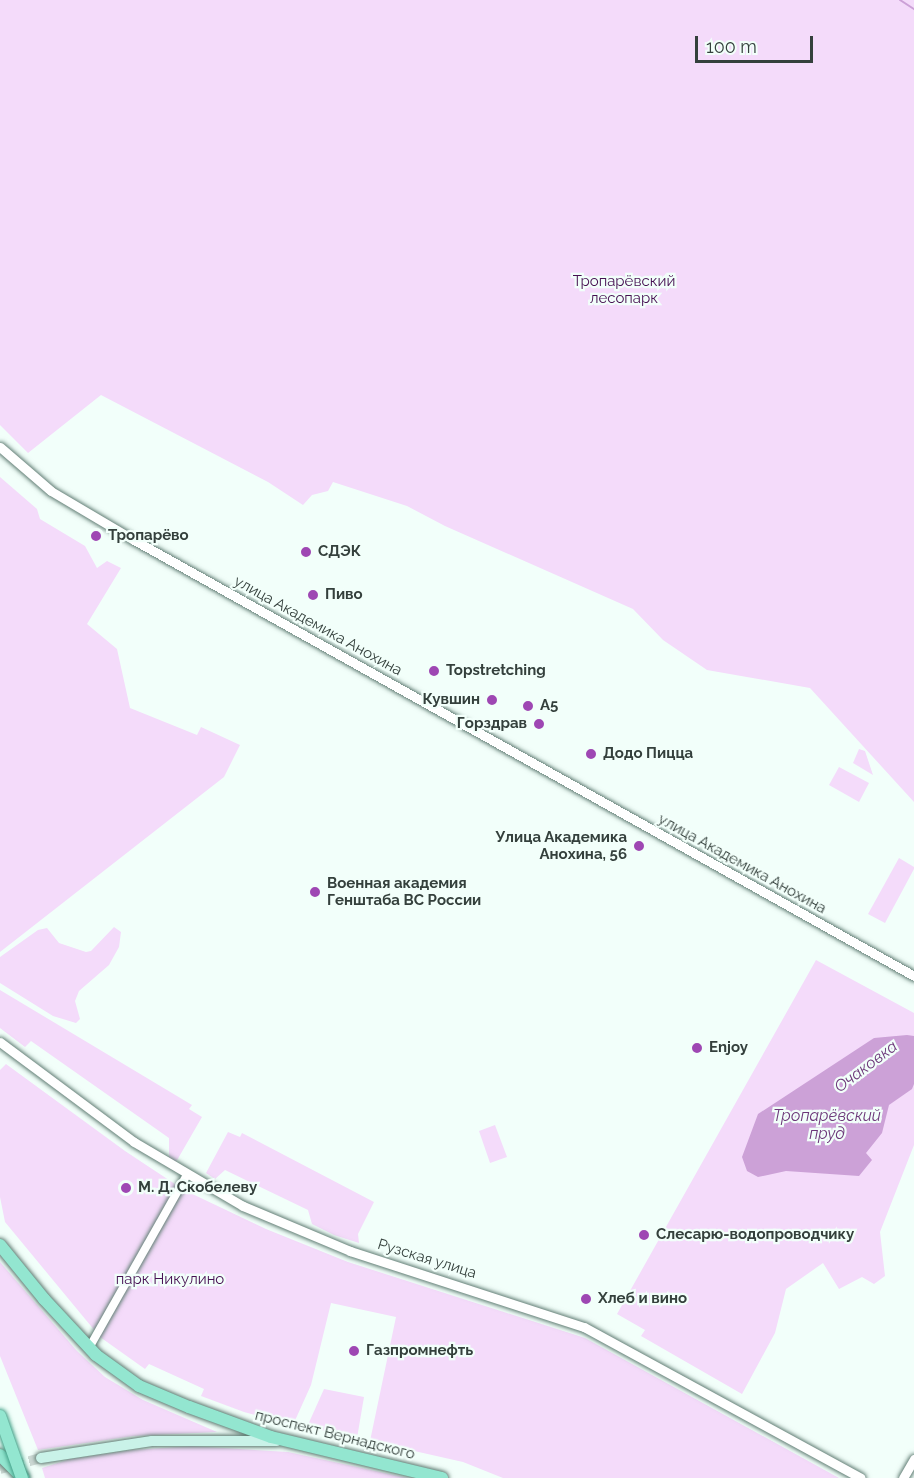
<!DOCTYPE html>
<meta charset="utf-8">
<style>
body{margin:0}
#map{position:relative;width:914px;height:1478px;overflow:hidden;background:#f2fffa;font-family:Raleway,sans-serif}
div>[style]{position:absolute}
.green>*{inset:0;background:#f4dbfa}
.water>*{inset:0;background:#cca1d7}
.stream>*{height:2px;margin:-1px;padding:0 1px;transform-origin:1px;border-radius:1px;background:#cca1d7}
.secondary-tunnel>*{height:10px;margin-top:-5px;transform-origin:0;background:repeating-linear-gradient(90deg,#ccd9d4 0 10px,transparent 0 15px)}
.roads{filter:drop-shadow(0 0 2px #627e75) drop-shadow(0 0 2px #627e75)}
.minor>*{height:8px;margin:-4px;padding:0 4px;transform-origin:4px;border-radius:4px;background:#fff}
.tertiary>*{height:9px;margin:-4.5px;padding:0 4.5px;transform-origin:4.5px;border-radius:4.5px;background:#fff}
.secondary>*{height:10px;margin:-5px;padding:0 5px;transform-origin:5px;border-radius:5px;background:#c9f2e8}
.primary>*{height:12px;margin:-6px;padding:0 6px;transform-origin:6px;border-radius:6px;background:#93e6d0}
.bridges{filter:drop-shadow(0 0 2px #43a188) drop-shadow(0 0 2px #43a188)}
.primary-bridge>*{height:12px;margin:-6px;padding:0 6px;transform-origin:6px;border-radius:6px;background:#93e6d0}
.dots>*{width:16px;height:16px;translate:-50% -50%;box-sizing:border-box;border:3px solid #f2fffa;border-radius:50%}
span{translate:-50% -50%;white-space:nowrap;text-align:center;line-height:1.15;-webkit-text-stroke:4.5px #f2fffa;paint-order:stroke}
.park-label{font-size:15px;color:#461052}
.poi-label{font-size:15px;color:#34403c;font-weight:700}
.left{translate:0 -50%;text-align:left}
.right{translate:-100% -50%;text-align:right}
.street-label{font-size:15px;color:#34403c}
.water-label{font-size:16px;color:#6c3779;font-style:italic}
.scale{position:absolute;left:695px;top:36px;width:118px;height:27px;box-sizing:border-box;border:3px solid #34403c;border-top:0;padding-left:8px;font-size:18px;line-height:21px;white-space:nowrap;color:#34403c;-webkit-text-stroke:4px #f2fffa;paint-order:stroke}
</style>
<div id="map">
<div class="green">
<div style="clip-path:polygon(0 0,914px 0,914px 802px,810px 688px,707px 670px,663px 640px,633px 609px,445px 526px,407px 506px,333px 482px,328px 491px,312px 495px,303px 505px,268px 482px,101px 395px,28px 453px,0 425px)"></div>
<div style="clip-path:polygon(0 477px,37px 509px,40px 519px,85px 546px,97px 568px,107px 561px,121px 568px,87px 624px,117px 649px,130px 708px,197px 735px,201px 727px,240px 745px,224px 777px,0 952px)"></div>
<div style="clip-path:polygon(859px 749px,865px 751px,873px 775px,853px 763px)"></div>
<div style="clip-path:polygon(839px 767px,869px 783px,859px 802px,829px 785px)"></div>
<div style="clip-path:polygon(899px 858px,914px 867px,914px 869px,885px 923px,868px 914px)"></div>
<div style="clip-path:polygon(114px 927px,121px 932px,119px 947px,109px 965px,79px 991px,75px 1001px,80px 1019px,76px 1023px,53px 1016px,0 983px,0 957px,38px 930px,47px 928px,59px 943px,86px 952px,91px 951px)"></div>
<div style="clip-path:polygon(816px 960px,914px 1013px,914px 1145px,880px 1232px,885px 1276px,874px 1284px,862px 1277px,839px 1289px,823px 1263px,786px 1289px,775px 1333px,742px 1394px,641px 1336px,645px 1330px,617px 1314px)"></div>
<div style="clip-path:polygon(0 990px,192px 1105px,189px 1109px,202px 1117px,176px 1162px,169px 1158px,169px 1138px,31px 1041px,25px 1047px,0 1028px)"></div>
<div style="clip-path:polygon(6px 1064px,125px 1151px,184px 1190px,266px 1229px,348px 1262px,585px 1338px,839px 1478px,503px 1478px,463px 1462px,370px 1441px,396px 1317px,331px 1303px,311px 1385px,293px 1425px,244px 1412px,201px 1396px,204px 1389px,149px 1364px,145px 1369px,100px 1337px,5px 1222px,0 1197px,0 1070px)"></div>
<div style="clip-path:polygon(495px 1125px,507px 1157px,490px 1163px,479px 1131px)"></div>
<div style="clip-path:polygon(228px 1132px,240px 1137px,242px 1133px,374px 1202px,358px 1234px,359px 1243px,334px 1235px,312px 1224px,308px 1210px,225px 1170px,215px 1179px,206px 1173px)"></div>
<div style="clip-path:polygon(0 1262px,77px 1351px,105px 1377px,143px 1400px,217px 1432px,134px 1436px,38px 1450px,0 1356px)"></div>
<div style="clip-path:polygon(324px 1389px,364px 1397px,357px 1438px,307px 1427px)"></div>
<div style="clip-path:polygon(191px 1446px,288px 1452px,408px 1478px,45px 1478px,42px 1468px,70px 1459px,132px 1450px)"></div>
</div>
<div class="water">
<div style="clip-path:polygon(907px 1035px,914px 1036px,914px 1084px,912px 1089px,889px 1105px,882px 1133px,866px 1153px,872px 1160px,859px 1176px,786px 1171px,758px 1177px,747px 1171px,742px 1157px,758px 1114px,874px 1038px)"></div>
</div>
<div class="stream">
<div style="left:900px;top:0;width:17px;rotate:33deg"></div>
</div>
<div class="secondary-tunnel">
<div style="left:0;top:1469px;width:42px;rotate:-15deg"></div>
</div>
<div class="roads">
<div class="minor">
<div style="left:89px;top:1348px;width:199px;rotate:-60.5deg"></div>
</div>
<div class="tertiary">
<div style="left:0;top:447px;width:67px;rotate:40.8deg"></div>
<div style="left:51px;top:491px;width:96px;rotate:30.6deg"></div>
<div style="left:134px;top:540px;width:894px;rotate:29.2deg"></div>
<div style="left:0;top:1042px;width:167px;rotate:36.7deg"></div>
<div style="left:134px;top:1142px;width:126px;rotate:30.4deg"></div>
<div style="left:243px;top:1206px;width:116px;rotate:22.8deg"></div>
<div style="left:350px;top:1251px;width:246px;rotate:18deg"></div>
<div style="left:584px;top:1327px;width:315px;rotate:28.6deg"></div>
<div style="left:903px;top:1478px;width:22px;rotate:-60deg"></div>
</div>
<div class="secondary">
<div style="left:41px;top:1458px;width:112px;rotate:-8.7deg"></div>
<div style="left:152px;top:1441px;width:125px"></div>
</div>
<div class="primary">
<div style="left:0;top:1245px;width:70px;rotate:50.8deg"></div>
<div style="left:44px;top:1299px;width:76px;rotate:47.1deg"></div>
<div style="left:96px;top:1355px;width:53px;rotate:35.8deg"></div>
<div style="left:139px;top:1386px;width:54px;rotate:22.8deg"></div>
<div style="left:189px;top:1407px;width:87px;rotate:20.1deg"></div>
<div style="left:271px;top:1437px;width:176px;rotate:13.5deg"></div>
<div style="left:0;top:1455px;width:33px;rotate:45deg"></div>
</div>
</div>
<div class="bridges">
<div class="primary-bridge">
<div style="left:0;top:1416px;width:66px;rotate:70.5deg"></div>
</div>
</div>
<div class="dots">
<div style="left:96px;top:536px;background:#9e47b3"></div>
<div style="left:306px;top:552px;background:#9e47b3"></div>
<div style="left:313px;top:595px;background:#9e47b3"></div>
<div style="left:434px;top:671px;background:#9e47b3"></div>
<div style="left:492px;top:700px;background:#9e47b3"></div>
<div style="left:528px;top:706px;background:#9e47b3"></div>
<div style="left:539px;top:724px;background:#9e47b3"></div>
<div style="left:591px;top:754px;background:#9e47b3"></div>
<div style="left:639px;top:846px;background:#9e47b3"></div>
<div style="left:315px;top:892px;background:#9e47b3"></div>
<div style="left:697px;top:1048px;background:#9e47b3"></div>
<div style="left:126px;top:1188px;background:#9e47b3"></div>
<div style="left:644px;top:1235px;background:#9e47b3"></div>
<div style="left:586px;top:1299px;background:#9e47b3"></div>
<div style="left:354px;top:1351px;background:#9e47b3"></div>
</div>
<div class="park-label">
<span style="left:624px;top:290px">Тропарёвский<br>лесопарк</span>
<span style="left:170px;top:1280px">парк Никулино</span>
</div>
<div class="poi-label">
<span class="left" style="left:108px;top:536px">Тропарёво</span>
<span class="left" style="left:318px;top:552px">СДЭК</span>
<span class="left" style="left:325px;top:595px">Пиво</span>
<span class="left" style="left:446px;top:671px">Topstretching</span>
<span class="right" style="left:480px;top:700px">Кувшин</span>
<span class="left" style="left:540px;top:706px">А5</span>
<span class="right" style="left:527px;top:724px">Горздрав</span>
<span class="left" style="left:603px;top:754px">Додо Пицца</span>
<span class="right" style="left:627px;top:846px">Улица Академика<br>Анохина, 56</span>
<span class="left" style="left:327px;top:892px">Военная академия<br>Генштаба ВС России</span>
<span class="left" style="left:709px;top:1048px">Enjoy</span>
<span class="left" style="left:138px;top:1188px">М. Д. Скобелеву</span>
<span class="left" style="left:656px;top:1235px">Слесарю-водопроводчику</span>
<span class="left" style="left:598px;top:1299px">Хлеб и вино</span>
<span class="left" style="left:366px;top:1351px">Газпромнефть</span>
</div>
<div class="street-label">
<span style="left:318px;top:626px;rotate:29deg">улица Академика Анохина</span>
<span style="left:742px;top:864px;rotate:29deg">улица Академика Анохина</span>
<span style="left:427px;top:1259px;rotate:17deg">Рузская улица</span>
<span style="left:335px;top:1435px;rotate:14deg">проспект Вернадского</span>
</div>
<div class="water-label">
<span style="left:866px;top:1067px;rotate:-37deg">Очаковка</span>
<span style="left:827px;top:1125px">Тропарёвский<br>пруд</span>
</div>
<div class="scale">100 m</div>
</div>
• • • • •
* **Problem statement**:
Would you show each line of the material above that contains the string "stream"?

* **Exercise solution**:
.stream>*{height:2px;margin:-1px;padding:0 1px;transform-origin:1px;border-radius:1px;background:#cca1d7}
<div class="stream">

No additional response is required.